INNOVATIVE GRANT-MAKING THROUGH COMMUNITY-LED FUND DESIGN 

In an effort to improve the long-term health of residents and reduce progression from one to many long term conditions, Guy’s and St Thomas’ Charity and charitable foundation Wellcome were looking at collaborative ways to shift funding power to communities. What might a democratic, inclusive and equity driven grant-making fund look like? That’s exactly what we sought to answer. 

Driven by the local community in Lambeth and Southwark, we co-designed a community-led fund with a vision that local people in these boroughs not only define the issues and identify solutions, but most importantly make decisions about how money is spent locally.

Over a year, TSIP worked closely with the local community in Walworth to understand the interest in a community-led fund and design what a participatory model would look like.
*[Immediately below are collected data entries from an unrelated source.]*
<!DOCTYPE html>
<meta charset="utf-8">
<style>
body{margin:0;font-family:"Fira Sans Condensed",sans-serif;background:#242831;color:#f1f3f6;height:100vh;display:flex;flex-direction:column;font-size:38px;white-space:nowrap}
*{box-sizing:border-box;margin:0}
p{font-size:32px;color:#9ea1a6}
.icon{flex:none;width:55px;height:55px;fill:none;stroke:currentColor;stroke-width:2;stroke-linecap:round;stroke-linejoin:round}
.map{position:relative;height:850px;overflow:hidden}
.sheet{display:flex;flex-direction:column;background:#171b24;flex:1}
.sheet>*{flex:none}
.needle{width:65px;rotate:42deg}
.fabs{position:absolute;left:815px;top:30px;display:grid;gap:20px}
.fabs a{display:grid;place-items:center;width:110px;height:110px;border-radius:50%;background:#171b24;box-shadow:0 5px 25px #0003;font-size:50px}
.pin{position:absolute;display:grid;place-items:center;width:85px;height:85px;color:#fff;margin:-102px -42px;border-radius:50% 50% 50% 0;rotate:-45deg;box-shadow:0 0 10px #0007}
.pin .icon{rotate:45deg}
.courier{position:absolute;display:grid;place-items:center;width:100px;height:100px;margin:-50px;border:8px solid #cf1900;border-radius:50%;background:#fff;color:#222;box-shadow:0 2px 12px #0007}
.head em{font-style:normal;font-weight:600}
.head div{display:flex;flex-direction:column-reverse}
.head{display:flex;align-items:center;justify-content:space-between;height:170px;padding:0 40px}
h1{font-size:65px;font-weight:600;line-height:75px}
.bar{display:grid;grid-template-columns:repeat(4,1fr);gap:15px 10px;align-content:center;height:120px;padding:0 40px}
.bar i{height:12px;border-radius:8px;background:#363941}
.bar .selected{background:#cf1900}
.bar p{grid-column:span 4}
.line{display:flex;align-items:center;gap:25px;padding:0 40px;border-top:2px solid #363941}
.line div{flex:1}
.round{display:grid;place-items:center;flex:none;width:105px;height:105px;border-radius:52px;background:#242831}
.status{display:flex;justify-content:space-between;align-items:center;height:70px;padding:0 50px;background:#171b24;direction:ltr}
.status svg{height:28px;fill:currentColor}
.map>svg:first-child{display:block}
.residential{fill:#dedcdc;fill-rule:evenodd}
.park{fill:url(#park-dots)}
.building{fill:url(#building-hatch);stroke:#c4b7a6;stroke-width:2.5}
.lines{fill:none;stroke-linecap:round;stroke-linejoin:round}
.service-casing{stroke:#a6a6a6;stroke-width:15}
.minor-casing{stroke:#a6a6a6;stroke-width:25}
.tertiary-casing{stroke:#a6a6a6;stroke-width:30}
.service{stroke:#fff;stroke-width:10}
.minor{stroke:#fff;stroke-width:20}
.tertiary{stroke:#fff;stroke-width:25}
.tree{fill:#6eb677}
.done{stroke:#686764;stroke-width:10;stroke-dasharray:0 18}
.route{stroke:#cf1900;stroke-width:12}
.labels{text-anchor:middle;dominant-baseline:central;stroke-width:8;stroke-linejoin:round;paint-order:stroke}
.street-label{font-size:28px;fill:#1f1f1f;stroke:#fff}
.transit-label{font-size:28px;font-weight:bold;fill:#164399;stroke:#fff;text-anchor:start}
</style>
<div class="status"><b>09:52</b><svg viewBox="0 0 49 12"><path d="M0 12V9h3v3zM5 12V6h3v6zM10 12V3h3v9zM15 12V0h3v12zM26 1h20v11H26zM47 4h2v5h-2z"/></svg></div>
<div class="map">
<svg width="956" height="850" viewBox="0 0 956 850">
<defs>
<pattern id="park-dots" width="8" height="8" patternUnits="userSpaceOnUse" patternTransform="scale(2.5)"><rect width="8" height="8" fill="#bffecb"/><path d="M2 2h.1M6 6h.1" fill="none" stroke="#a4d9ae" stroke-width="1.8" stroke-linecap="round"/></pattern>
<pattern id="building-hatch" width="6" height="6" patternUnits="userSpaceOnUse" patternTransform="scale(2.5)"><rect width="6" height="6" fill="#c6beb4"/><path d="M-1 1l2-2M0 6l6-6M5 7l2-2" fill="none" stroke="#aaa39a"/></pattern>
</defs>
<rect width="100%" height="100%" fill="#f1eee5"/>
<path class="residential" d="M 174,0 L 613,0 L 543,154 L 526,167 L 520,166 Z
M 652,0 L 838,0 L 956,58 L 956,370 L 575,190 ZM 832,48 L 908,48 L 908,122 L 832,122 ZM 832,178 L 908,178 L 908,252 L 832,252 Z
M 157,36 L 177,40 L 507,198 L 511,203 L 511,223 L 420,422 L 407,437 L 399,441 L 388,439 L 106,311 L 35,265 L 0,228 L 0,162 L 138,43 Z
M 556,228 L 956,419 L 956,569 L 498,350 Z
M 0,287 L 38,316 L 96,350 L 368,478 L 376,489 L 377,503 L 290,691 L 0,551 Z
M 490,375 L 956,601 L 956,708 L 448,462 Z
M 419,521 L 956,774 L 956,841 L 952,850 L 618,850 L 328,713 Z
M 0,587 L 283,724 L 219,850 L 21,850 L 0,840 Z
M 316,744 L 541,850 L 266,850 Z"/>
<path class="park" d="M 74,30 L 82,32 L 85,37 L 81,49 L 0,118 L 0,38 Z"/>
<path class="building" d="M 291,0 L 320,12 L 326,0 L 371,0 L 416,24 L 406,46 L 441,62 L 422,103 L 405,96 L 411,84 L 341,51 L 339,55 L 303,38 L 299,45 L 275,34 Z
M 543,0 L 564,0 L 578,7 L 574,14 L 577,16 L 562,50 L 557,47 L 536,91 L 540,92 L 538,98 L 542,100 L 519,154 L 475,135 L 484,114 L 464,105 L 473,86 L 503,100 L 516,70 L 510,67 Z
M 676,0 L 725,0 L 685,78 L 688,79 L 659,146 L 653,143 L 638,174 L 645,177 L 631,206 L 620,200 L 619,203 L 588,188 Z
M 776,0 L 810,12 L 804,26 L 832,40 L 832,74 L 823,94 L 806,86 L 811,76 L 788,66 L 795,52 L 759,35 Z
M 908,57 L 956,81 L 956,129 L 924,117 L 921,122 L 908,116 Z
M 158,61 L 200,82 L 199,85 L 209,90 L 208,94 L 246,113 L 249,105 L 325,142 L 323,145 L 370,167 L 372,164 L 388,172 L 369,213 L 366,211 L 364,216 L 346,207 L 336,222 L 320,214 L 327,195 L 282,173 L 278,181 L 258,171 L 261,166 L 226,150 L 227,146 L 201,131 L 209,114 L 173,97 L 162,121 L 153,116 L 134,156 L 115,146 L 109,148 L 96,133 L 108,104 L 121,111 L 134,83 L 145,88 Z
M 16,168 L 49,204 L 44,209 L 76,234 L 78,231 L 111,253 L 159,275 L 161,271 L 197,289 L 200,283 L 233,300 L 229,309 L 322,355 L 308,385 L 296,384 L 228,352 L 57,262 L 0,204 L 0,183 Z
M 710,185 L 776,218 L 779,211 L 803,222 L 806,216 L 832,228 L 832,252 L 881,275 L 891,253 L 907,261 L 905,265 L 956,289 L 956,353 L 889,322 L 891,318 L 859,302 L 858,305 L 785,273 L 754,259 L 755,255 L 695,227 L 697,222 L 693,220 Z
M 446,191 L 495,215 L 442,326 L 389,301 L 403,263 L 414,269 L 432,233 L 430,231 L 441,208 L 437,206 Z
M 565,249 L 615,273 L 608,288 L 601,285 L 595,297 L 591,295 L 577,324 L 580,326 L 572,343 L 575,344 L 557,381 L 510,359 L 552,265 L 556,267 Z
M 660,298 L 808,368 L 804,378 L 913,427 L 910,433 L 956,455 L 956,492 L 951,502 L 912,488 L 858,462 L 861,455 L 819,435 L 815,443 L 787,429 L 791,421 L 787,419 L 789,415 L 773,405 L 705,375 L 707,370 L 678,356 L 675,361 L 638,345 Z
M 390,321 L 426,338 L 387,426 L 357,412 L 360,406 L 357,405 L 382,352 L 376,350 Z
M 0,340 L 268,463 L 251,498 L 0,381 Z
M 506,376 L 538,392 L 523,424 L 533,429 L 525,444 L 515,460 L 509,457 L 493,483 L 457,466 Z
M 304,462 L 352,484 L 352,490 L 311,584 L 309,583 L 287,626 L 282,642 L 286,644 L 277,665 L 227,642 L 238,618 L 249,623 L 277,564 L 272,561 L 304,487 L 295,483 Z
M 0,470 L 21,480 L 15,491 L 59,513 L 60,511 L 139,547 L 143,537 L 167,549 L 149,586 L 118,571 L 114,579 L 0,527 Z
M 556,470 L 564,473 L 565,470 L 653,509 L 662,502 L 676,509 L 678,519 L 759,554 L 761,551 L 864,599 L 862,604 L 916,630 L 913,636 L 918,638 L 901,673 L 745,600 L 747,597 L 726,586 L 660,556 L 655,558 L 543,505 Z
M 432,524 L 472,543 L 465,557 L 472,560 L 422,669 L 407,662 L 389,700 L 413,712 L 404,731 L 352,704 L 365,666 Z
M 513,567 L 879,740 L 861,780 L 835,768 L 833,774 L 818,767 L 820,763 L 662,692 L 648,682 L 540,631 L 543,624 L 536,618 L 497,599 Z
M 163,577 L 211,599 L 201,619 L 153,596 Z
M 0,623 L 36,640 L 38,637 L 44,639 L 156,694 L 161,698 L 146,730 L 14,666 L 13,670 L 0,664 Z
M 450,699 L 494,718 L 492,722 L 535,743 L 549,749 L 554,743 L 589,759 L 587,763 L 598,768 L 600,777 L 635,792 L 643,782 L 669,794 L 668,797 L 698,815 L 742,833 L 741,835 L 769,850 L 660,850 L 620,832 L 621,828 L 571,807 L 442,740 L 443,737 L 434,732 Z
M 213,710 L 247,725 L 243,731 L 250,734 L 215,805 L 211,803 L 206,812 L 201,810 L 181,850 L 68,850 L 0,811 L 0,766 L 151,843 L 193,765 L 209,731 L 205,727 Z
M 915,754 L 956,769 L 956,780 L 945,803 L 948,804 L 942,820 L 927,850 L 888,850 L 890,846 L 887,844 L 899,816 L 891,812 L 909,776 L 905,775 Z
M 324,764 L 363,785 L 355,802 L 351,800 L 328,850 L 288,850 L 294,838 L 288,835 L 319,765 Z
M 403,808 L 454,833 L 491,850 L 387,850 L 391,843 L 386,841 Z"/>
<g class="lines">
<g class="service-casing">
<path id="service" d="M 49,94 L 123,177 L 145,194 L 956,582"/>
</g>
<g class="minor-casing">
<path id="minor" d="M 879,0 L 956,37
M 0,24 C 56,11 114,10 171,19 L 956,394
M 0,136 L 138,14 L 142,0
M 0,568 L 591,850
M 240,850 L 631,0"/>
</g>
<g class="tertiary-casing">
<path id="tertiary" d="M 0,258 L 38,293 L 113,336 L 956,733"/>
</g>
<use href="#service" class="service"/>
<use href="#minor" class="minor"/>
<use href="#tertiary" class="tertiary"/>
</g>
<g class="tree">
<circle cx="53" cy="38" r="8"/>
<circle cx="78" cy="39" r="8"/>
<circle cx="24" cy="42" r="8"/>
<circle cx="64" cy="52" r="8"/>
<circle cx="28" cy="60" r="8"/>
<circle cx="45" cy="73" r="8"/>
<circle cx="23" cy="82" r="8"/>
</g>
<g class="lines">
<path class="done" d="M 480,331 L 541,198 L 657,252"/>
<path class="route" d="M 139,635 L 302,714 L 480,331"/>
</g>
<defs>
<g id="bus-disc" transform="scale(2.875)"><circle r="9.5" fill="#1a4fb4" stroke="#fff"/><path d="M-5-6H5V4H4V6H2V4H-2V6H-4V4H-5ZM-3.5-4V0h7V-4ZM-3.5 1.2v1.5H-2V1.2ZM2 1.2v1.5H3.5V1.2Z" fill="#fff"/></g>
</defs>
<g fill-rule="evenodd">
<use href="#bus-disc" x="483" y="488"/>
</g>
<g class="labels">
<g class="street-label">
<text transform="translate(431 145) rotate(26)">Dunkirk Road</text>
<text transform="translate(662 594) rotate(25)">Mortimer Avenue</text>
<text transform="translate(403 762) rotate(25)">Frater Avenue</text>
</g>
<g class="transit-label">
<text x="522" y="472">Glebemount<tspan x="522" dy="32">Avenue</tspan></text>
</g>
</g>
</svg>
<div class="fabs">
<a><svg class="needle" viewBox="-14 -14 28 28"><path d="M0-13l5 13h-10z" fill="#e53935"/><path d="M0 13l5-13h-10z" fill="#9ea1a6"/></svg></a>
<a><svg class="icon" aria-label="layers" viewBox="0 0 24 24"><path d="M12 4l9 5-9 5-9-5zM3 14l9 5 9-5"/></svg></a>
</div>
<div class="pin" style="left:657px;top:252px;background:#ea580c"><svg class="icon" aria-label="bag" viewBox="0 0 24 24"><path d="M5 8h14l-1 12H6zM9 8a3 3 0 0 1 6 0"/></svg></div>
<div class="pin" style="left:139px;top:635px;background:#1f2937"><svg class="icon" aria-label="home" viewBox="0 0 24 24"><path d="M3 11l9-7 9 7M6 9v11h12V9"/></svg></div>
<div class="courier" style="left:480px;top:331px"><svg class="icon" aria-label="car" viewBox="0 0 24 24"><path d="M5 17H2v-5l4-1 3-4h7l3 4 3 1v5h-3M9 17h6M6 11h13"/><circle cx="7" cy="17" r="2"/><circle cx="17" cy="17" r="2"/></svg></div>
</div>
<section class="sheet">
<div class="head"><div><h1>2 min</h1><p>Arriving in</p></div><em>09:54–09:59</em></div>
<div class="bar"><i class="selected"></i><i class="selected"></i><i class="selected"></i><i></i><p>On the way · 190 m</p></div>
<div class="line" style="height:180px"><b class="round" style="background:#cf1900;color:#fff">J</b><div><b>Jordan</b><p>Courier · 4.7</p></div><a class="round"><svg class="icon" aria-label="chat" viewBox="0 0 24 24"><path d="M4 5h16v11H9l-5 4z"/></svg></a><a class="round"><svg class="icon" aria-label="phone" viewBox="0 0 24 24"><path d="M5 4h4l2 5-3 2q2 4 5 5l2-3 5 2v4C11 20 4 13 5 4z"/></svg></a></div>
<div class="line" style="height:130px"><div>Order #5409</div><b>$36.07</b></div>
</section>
This included initial research via interviews, Vox Pops, events and more. It progressed to taking a cohort through a design process to create a new way of funding where the community not only identified challenged and designed solutions, but allocated funds based on the wider community need. 

This design process led to the creation of a community-led membership fund, without application forms or any individual/group having a ‘yes/no’ decision on how money is allocated. Instead, it relies on bringing individuals with ideas together with those they would benefit, and with ‘sponsors’ to help them ensure feasibility, culminating in a deliberative process.

Four projects were funded in the trial and funding has been secured for a four-year pilot across Lambeth and Southwark. We plan to pilot the approach across a number of communities and neighbourhoods where the issues of multiple long-term conditions and wider inequalities are especially prevalent. Over the course of this programme, there will be a strong focus on learning and adapting and the current model will evolve in response to community need.